» **WORK TO COMPLETE**
Everything from the line with "<button>+</button>" to the end of the data should be restated word for word, and nothing before it.

>>

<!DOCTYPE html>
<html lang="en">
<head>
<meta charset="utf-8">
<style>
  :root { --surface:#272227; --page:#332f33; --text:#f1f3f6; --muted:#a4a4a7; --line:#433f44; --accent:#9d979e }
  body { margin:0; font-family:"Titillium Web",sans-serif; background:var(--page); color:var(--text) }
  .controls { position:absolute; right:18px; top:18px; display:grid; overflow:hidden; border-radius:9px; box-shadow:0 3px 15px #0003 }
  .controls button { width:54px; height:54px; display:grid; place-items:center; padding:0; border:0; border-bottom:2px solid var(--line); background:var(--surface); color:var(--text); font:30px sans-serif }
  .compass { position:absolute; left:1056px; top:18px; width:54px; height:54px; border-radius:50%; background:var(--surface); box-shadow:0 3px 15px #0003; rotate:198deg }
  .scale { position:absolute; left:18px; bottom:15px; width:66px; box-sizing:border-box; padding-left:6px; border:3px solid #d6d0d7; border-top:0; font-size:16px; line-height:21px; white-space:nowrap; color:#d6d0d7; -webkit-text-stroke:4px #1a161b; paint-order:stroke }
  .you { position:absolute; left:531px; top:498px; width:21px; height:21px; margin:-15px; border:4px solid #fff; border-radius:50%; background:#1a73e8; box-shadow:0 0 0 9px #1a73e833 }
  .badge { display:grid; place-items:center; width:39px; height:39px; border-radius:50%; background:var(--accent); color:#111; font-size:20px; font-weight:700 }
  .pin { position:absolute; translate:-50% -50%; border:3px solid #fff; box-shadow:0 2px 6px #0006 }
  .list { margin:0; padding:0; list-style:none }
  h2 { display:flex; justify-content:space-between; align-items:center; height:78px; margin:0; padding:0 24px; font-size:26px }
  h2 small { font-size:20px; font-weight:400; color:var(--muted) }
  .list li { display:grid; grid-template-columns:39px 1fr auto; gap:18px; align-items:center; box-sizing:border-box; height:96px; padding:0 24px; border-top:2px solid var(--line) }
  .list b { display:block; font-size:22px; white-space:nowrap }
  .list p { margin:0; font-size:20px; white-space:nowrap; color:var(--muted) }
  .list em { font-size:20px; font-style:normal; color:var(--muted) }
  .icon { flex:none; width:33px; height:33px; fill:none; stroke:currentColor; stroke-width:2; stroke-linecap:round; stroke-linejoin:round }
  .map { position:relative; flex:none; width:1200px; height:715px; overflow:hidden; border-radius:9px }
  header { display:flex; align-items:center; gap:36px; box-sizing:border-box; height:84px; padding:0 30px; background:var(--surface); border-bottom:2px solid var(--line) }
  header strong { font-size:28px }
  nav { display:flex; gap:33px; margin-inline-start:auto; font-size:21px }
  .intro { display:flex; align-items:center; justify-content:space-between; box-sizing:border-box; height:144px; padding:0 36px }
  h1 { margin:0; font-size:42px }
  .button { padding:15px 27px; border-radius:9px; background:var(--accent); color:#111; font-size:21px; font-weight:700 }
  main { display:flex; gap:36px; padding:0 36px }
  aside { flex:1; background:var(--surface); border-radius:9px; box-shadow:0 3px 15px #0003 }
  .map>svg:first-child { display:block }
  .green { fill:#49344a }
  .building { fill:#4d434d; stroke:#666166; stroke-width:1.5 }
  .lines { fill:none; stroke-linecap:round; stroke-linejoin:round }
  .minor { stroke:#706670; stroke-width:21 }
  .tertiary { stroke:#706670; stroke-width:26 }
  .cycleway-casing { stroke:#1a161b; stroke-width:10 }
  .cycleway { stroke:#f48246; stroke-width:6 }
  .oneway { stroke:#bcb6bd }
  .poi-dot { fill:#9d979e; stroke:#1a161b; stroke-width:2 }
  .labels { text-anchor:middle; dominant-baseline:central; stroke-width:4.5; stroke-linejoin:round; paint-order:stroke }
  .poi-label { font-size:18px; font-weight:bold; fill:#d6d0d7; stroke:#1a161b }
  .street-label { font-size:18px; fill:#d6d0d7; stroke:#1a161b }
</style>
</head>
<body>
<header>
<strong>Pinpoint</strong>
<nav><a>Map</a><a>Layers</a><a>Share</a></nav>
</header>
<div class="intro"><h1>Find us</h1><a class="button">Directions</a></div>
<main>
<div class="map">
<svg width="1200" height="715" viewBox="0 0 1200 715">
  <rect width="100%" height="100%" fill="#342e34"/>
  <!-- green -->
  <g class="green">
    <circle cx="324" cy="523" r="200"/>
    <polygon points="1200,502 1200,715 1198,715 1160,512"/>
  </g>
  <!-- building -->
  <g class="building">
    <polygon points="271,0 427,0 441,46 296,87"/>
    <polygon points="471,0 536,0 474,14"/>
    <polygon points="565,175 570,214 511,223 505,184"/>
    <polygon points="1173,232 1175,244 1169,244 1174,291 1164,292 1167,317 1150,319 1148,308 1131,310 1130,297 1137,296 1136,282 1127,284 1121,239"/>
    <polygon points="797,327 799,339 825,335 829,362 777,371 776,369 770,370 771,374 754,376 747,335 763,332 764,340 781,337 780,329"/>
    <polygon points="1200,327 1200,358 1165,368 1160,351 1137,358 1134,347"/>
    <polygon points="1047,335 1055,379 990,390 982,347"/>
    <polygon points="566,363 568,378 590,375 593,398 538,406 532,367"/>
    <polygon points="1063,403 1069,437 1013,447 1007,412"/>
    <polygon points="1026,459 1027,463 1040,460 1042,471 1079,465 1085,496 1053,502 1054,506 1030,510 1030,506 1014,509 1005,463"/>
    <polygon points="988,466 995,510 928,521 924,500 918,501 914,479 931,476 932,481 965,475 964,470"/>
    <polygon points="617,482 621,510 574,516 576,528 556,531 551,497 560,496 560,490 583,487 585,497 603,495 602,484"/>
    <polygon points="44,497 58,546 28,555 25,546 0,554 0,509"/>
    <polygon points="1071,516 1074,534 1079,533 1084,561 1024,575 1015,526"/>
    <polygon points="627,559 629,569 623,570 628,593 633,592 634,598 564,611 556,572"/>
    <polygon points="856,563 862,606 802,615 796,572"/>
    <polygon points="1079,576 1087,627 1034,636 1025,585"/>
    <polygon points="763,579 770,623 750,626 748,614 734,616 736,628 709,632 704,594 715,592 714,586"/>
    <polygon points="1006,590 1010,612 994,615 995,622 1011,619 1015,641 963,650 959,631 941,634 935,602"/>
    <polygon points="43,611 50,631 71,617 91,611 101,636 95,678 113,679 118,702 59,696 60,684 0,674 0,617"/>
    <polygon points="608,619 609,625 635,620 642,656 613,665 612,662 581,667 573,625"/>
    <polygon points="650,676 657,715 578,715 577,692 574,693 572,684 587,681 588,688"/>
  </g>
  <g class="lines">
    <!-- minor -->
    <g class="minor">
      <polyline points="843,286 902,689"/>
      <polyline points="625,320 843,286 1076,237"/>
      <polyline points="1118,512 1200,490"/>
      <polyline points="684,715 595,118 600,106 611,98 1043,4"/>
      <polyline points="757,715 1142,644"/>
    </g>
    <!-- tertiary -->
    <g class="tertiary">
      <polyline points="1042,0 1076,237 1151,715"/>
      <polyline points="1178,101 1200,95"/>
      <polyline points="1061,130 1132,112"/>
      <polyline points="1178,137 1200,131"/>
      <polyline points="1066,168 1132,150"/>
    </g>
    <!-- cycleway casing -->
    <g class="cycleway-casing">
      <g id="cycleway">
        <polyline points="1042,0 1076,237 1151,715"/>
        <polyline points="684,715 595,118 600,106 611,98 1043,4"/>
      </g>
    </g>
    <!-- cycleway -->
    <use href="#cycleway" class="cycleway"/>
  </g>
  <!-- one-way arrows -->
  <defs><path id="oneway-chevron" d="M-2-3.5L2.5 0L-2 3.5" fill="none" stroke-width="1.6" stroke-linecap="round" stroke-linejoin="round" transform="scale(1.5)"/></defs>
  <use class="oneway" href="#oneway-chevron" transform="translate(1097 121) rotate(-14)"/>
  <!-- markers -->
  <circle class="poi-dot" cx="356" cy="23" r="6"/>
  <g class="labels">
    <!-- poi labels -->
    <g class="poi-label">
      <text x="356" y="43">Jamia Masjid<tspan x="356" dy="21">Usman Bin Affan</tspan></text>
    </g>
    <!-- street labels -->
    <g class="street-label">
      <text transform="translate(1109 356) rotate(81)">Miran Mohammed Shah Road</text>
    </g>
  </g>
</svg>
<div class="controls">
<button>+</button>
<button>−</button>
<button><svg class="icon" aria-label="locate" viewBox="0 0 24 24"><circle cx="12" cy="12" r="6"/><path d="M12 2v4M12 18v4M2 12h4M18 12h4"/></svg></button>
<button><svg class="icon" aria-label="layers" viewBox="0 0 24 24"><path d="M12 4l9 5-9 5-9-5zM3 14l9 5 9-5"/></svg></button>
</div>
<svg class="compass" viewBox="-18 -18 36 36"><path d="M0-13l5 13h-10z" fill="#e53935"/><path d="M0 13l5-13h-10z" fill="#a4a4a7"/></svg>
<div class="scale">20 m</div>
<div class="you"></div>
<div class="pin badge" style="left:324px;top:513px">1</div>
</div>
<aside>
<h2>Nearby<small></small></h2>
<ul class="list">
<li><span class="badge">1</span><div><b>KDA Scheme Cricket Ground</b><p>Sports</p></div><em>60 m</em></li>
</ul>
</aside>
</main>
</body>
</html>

<<

» **SOLUTION BELOW**
<button>+</button>
<button>−</button>
<button><svg class="icon" aria-label="locate" viewBox="0 0 24 24"><circle cx="12" cy="12" r="6"/><path d="M12 2v4M12 18v4M2 12h4M18 12h4"/></svg></button>
<button><svg class="icon" aria-label="layers" viewBox="0 0 24 24"><path d="M12 4l9 5-9 5-9-5zM3 14l9 5 9-5"/></svg></button>
</div>
<svg class="compass" viewBox="-18 -18 36 36"><path d="M0-13l5 13h-10z" fill="#e53935"/><path d="M0 13l5-13h-10z" fill="#a4a4a7"/></svg>
<div class="scale">20 m</div>
<div class="you"></div>
<div class="pin badge" style="left:324px;top:513px">1</div>
</div>
<aside>
<h2>Nearby<small></small></h2>
<ul class="list">
<li><span class="badge">1</span><div><b>KDA Scheme Cricket Ground</b><p>Sports</p></div><em>60 m</em></li>
</ul>
</aside>
</main>
</body>
</html>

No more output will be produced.